The part I don't understand is how do they think other people do it? Do they really think they've been dealt a crap hand and everyone in their life is a horrible human out to get them? Do they not realize that most people are not estranged from all their family members and long-time friends?

That's the deal with the borderline in my life and I just don't understand how she doesn't see that there's a problem.


You also don't understand that their reality is different than yours. They don't/can't see things the same way as someone without the disorder. Their brains don't work the same way.

I wonder if some are thinking they know people with borderline personality disorder when the actual problem is something else. Bipolar, severe depression, sociopathy even.




That's what I think too. You people are describing sociopaths and narcissists and calling them BPDs.



+1

Once one understands BPD, one realizes just how needy these people are. They are not consciously manipulating people like narcissists and sociopaths. Yes, they lie, but do so to protect themselves, not to hurt others like the other personality disorders do. Their state is quite pitiful and well summed up by the title of the book: "I Hate You, Please Don't Leave Me." A statement like this would not be made by a narcissist or sociopath.

Many of them do go into therapy, but drive their therapists to the edge because they call them incessantly with all their insecurities and suicidal inclinations. In DBT the therapists for a BPD person must be available for them 24/7. This is hard work.

Being the partner of a BPD person can be very difficult, and I agree that in many cases the best course is to just leave because the drama and upheaval can be overwhelming. That said, there are ways one can learn to manage the BPD behavior to avoid eliciting the extreme reactions. They need a lot of validation, and that can be exhausting. Parents have no choice but to do this with their BPD children, but partners are more than forgiven for just opting out.
Anonymous
Anonymous wrote:
Anonymous wrote:
Anonymous wrote:



The part I don't understand is how do they think other people do it? Do they really think they've been dealt a crap hand and everyone in their life is a horrible human out to get them? Do they not realize that most people are not estranged from all their family members and long-time friends?
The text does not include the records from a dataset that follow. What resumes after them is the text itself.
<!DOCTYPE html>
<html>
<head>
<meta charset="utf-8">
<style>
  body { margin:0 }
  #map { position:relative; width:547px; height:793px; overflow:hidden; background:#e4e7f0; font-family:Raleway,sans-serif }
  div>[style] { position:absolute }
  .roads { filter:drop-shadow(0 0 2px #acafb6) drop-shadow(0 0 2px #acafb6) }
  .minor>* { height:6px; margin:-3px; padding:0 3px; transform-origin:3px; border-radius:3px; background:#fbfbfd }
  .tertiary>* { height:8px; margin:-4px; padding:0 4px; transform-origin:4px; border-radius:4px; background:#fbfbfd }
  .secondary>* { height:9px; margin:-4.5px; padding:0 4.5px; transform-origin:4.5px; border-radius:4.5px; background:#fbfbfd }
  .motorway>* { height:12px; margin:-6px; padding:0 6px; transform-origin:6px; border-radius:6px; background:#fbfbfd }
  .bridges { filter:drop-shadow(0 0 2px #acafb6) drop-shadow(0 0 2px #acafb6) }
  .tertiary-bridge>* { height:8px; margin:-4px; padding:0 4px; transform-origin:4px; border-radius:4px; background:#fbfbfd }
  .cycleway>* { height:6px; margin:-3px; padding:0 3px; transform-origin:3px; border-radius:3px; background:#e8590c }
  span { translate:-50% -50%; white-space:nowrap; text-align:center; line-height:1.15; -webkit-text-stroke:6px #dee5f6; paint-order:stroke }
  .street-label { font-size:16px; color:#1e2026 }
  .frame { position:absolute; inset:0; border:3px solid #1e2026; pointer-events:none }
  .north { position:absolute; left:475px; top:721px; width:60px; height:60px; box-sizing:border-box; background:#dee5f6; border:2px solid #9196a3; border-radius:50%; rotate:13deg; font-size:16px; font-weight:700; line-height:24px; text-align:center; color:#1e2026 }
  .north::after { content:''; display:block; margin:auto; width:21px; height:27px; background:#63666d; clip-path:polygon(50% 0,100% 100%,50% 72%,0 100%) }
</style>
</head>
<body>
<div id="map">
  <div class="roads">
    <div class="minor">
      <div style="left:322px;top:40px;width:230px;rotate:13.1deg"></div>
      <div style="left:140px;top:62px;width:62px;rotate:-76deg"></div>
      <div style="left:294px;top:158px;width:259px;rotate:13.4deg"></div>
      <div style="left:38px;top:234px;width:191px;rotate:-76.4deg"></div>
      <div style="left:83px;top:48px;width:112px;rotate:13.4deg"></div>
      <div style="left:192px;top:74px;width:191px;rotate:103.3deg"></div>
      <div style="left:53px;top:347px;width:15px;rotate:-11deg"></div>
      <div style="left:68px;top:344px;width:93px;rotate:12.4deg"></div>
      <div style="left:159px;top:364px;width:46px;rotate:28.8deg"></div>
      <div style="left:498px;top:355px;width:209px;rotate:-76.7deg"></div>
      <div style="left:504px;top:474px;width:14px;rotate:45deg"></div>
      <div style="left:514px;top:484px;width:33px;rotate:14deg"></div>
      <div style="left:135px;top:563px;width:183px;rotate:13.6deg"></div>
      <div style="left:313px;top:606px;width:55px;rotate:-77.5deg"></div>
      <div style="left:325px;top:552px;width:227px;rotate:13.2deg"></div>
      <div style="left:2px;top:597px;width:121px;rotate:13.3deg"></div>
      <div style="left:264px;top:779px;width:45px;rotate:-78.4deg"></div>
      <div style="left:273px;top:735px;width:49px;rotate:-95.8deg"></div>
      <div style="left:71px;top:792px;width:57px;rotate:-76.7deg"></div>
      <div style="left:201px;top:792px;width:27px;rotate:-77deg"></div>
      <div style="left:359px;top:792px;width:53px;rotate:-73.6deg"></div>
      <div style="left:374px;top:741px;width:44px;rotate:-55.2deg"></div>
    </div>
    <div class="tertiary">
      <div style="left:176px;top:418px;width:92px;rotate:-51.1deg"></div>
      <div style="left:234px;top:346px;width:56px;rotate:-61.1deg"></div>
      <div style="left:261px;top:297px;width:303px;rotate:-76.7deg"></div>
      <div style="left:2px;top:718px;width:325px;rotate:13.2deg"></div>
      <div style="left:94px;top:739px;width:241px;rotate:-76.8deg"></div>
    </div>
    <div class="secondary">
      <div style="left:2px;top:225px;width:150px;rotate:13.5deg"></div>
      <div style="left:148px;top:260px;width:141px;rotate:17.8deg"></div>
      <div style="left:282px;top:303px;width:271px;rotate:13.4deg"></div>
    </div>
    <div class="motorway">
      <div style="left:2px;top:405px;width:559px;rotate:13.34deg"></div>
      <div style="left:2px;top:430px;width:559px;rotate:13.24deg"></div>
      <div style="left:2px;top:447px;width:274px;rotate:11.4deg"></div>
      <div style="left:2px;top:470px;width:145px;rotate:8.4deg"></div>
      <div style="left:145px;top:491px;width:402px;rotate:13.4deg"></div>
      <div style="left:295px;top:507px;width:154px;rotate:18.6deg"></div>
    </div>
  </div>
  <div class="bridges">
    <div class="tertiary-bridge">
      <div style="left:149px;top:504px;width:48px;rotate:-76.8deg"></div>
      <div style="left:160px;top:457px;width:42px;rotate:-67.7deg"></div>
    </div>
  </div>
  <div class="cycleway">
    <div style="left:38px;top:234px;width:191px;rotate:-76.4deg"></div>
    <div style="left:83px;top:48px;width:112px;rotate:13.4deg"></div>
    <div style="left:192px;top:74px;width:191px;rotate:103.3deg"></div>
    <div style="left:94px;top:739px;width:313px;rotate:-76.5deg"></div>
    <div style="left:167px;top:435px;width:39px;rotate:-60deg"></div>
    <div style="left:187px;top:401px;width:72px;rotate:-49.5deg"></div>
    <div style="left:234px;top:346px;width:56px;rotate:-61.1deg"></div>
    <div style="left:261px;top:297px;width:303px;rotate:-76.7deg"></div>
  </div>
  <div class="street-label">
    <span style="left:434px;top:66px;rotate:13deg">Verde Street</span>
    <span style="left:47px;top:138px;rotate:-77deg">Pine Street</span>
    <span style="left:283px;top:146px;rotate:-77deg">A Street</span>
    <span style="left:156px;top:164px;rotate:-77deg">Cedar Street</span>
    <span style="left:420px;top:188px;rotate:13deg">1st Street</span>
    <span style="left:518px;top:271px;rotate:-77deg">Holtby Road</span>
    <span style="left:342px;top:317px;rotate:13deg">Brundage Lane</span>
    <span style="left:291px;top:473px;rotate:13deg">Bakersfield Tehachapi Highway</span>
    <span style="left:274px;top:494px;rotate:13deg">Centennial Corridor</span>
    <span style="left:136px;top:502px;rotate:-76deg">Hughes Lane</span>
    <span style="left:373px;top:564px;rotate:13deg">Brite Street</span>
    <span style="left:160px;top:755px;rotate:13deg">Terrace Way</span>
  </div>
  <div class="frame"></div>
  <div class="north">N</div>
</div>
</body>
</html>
That's the deal with the borderline in my life and I just don't understand how she doesn't see that there's a problem.


You also don't understand that their reality is different than yours. They don't/can't see things the same way as someone without the disorder. Their brains don't work the same way.

I wonder if some are thinking they know people with borderline personality disorder when the actual problem is something else. Bipolar, severe depression, sociopathy even.



Yes, in my case my reality is different -- because you don't have any idea from the outside what the dynamic was within my family. You would see the abuser as a great person and member of the community. You would not see the abuse. So you would think it odd that I cut off my family "for no reason." But you would be wrong....
Anonymous
Is it possible for a normal person be be in a long-term relationship with someone with BPD (or a narcissist or a sociopath)? Or are they also ill to stay for so long, supporting them and basically validating them as they harm others?